Proust y su pequeño remedio para tiempos inciertos
En mi vida existen tres olores que me ponen de muy buen humor: el primero es el de la tierra mojada. No cualquier tierra: la de un jardín. Y no mojada por las inclemencias del invierno, sino por unos manguerazos veraniegos. El segundo es el del café recién hecho en una cafetera italiana. Y el tercero, el menos glamuroso de todos, es ese olor de bofetón caluroso que desprenden las estaciones de metro (la de Callao en particular) en el mes de septiembre.
En ‘Por la parte de Swann’, la primera parte de ‘En busca del tiempo perdido’ de Marcel Proust, un Proust niño rememora el día que llegó a su casa calado hasta los huesos y su madre le sirvió una tacita de té en la que empapó unos trocitos de magdalena. Ese sabor particular le provocó un goce inexplicable y con cada bocado intentaba recibir de nuevo esa extraña sensación de alegría que sentía dentro de sí. Temía que la sensación primigenia se fuese apagando, de modo que, al mismo tiempo que disfrutaba, también sufría, porque no sabía a qué se debía esa alegría inicial y temía perderla. Qué cosa más humana eso de ser feliz y a la vez infeliz porque en el fondo sabes que la felicidad es finita, ¿verdad?
Lo que el Proust niño y el Proust hombre evocaría años más tarde al calor de una tacita de té entre sus manos no era el sabor de una magdalena empapada, sino el sabor de la felicidad. Recordaba cuando se despertaba en su camita preferida, en la preciosa casa que su familia tenía en Combray, y antes de que el día se llenase de posibilidades visitaba a su tía enferma que le daba un bocado de su desayuno, que era ni más ni menos que una magdalena empapada en té.

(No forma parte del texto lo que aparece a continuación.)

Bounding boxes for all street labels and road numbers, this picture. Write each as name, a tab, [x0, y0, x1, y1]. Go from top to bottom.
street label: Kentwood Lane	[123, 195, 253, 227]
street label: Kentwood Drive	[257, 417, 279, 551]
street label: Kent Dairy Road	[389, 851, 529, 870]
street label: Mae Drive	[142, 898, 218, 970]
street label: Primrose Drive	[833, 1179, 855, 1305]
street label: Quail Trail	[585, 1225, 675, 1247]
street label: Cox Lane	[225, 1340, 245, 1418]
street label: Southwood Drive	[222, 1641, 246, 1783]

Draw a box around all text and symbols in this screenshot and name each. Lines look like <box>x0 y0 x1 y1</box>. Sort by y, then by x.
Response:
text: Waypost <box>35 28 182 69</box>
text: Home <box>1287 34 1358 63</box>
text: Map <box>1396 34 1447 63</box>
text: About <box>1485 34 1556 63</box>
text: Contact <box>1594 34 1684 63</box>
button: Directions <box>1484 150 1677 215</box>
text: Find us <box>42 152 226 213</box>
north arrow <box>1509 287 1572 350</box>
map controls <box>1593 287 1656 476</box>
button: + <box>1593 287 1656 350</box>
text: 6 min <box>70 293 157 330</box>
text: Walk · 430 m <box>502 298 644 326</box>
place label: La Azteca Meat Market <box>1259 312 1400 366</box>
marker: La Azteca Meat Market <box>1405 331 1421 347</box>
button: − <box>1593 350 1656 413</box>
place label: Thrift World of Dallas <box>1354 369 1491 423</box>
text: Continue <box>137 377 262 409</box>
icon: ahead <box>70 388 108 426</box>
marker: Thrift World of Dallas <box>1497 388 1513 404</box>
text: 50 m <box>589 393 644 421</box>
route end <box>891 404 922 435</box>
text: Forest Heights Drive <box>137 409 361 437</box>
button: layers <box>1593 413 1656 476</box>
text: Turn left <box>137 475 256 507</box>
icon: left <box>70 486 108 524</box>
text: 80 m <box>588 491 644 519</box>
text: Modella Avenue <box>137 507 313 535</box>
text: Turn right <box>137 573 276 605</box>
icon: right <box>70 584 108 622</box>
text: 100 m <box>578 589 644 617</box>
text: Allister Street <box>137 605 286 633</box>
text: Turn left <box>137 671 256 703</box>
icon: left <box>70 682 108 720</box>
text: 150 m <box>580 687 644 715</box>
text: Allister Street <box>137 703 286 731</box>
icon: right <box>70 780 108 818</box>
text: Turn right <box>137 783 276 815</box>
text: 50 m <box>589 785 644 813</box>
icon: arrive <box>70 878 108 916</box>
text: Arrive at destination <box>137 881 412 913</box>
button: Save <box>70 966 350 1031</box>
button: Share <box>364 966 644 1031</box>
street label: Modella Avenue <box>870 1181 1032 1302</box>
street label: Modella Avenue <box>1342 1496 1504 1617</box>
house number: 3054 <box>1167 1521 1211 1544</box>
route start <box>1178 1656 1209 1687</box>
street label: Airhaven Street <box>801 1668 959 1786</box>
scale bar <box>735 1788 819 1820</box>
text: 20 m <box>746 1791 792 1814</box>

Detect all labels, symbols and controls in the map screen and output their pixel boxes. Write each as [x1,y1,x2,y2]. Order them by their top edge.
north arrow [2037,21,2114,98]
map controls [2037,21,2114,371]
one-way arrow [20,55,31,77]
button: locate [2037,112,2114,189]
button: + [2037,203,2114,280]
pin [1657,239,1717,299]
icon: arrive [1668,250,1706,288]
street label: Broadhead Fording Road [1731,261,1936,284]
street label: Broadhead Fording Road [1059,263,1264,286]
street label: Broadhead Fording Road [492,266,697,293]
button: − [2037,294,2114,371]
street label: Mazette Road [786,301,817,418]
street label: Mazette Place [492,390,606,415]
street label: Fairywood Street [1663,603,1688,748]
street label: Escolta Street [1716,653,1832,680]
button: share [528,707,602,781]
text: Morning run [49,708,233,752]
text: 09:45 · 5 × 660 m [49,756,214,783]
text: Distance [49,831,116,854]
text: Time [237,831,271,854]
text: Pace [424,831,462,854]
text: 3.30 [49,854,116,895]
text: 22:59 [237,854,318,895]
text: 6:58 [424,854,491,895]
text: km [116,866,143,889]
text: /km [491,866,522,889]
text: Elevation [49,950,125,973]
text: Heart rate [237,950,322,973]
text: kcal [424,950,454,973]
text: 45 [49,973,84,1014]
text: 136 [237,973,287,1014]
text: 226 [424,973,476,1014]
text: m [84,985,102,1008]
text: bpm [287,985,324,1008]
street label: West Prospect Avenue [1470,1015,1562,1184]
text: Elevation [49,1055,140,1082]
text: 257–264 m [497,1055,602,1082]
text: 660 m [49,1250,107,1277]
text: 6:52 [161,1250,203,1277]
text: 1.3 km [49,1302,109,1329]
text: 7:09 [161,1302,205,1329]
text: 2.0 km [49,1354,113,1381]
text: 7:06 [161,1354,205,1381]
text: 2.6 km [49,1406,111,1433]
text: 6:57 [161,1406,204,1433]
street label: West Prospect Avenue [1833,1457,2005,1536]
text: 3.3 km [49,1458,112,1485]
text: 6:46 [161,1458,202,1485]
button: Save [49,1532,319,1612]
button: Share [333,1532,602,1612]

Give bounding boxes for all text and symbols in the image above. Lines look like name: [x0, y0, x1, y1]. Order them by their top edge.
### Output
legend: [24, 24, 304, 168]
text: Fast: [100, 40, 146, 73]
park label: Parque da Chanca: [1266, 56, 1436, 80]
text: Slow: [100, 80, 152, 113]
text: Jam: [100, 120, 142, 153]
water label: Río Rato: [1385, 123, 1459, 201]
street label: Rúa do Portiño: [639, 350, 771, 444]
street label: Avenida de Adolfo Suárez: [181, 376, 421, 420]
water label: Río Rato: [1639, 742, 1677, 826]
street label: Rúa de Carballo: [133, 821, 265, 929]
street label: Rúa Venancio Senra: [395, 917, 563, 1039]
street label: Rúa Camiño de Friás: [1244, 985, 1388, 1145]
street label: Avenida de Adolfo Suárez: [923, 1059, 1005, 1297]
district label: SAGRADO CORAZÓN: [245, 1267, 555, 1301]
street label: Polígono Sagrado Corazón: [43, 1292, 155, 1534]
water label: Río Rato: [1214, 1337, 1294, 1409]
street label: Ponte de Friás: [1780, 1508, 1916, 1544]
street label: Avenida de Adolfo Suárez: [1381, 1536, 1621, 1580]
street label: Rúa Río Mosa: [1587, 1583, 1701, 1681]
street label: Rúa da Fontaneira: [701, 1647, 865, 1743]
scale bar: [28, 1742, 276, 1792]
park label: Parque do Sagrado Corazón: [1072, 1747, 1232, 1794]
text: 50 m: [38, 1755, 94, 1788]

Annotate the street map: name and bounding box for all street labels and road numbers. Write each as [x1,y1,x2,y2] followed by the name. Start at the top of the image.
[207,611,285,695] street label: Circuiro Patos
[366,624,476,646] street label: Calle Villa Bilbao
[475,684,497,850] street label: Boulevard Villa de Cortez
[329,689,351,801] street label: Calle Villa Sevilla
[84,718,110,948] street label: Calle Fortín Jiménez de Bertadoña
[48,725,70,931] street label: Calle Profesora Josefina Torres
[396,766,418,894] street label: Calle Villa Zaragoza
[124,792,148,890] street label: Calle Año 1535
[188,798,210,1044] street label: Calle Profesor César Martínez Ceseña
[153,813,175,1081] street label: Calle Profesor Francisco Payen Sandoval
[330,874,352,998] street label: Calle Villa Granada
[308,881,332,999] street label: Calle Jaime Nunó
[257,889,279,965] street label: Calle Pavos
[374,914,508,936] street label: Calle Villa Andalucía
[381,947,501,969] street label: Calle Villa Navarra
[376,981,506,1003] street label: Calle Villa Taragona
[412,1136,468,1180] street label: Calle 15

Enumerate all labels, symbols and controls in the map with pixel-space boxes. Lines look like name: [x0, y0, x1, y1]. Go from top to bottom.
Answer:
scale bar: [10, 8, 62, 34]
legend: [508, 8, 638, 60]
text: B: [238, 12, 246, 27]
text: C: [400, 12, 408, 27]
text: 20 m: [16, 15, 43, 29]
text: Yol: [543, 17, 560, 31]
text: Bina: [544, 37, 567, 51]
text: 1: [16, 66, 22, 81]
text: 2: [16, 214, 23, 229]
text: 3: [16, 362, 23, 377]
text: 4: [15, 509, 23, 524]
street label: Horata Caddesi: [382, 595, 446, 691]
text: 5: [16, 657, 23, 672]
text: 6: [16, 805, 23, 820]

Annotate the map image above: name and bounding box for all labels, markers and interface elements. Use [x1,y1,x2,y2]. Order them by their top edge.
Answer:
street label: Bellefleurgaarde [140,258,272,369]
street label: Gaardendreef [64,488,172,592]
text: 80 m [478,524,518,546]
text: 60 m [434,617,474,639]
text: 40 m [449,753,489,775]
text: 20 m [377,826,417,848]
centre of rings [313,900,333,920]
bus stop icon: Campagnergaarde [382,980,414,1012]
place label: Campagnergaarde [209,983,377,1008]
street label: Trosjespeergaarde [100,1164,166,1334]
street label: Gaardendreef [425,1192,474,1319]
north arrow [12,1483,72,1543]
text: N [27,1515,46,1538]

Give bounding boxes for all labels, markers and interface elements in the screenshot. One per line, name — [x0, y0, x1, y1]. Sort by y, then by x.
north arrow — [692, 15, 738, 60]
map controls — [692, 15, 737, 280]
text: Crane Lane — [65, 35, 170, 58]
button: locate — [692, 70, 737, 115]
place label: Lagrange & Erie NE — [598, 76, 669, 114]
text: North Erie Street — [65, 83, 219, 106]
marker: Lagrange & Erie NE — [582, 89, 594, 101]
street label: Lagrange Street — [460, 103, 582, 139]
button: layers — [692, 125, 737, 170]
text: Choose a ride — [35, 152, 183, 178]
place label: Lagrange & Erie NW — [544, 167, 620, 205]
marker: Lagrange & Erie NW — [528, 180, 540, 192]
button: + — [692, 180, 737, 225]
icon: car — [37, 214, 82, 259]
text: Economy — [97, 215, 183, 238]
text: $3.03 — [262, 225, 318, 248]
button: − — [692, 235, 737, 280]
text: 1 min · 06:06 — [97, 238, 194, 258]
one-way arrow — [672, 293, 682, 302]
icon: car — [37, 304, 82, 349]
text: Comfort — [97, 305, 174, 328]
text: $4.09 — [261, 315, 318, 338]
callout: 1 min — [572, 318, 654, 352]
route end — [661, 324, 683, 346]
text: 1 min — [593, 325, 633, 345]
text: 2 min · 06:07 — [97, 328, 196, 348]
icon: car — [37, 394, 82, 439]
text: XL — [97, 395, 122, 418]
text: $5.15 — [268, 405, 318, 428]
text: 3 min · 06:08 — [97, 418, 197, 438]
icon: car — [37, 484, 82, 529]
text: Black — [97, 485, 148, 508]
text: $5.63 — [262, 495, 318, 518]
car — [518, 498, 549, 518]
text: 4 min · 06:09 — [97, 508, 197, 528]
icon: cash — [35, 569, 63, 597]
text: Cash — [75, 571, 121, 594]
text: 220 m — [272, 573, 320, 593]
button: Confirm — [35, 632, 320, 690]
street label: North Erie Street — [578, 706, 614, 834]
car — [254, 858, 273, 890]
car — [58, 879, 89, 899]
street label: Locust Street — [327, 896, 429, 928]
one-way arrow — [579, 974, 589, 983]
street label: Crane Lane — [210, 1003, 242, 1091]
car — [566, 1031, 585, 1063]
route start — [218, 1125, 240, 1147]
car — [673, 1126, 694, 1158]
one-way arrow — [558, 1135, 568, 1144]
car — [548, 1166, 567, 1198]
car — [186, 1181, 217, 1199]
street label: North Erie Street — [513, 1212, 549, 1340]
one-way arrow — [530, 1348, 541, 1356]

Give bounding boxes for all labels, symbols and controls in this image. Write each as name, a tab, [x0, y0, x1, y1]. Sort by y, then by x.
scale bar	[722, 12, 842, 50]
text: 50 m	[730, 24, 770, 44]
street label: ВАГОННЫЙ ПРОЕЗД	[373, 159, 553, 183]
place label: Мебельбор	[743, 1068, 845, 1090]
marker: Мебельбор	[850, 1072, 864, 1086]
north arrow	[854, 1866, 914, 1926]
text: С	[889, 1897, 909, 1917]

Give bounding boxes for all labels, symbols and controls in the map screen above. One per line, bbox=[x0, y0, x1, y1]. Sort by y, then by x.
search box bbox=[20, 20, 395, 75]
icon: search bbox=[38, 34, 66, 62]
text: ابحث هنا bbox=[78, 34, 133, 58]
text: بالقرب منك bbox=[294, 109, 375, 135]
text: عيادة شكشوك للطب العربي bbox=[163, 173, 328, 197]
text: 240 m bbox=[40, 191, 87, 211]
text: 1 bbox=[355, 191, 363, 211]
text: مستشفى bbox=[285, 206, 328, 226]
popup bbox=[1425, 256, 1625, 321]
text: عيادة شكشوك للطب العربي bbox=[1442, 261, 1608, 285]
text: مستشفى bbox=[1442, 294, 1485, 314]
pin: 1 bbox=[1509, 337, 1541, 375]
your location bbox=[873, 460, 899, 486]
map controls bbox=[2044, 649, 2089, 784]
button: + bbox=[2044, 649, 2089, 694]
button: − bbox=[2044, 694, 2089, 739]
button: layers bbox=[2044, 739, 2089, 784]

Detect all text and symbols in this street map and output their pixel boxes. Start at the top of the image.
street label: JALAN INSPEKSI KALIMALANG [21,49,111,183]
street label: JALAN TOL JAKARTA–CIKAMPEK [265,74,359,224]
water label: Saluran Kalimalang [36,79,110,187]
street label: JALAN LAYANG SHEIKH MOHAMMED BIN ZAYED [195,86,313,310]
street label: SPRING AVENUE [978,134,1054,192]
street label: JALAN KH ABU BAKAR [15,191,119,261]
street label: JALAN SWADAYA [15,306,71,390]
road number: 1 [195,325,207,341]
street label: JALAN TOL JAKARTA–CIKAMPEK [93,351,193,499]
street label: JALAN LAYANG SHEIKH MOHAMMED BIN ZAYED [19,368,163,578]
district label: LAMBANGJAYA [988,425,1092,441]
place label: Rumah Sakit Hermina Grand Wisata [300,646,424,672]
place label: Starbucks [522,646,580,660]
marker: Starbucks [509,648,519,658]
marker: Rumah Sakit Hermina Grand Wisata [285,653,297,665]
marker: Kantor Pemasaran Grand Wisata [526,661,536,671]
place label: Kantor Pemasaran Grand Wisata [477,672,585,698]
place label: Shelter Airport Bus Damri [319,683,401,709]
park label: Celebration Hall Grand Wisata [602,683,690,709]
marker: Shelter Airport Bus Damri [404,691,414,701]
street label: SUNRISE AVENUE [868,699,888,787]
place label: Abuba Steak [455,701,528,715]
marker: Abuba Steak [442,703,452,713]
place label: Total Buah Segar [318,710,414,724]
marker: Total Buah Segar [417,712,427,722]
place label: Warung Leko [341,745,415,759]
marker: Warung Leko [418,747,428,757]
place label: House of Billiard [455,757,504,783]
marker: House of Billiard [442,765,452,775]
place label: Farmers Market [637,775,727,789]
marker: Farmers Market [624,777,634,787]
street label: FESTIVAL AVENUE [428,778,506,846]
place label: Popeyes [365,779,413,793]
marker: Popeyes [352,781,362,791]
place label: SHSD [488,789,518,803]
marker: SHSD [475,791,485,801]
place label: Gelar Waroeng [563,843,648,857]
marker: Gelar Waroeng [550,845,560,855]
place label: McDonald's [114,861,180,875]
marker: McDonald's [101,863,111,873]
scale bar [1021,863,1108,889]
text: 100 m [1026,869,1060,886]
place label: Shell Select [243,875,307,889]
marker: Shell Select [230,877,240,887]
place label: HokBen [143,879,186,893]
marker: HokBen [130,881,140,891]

Me gusta el olor a tierra mojada porque me recuerda a esos veranos interminables que pasaba en la casa de mi abuela en Madrid. Mi abuela regaba el jardín silvestre al final de cada tarde y me regaba también a mí con la manguera para apagar el calor. Y yo me lo pasaba pipa y recordaba ese olor porque era el mejor momento del día.
Me gusta el olor del café recién hecho con una cafetera italiana porque cuando llegaba de niña del colegio a casa y mis padres ya habían llegado de trabajar estaban tomando café, y la cocina se inundaba de aquel olor delicioso de una bebida a la que yo todavía no era adicta pero que servía de hilo conductor para que yo les contase a mis padres mis hazañas escolares a la hora de la merienda.
Y me gusta el olor caluroso del sopapo del metro porque, cuando me vine a estudiar a Madrid con dieciocho años, seguía pasando los veranos fuera de la ciudad y era septiembre el mes que me recordaba los nuevos comienzos y la sensación vertiginosa de que todo podía ocurrir. Porque tenía diecinueve años y estaba en lo que yo consideraba el centro del mundo entero.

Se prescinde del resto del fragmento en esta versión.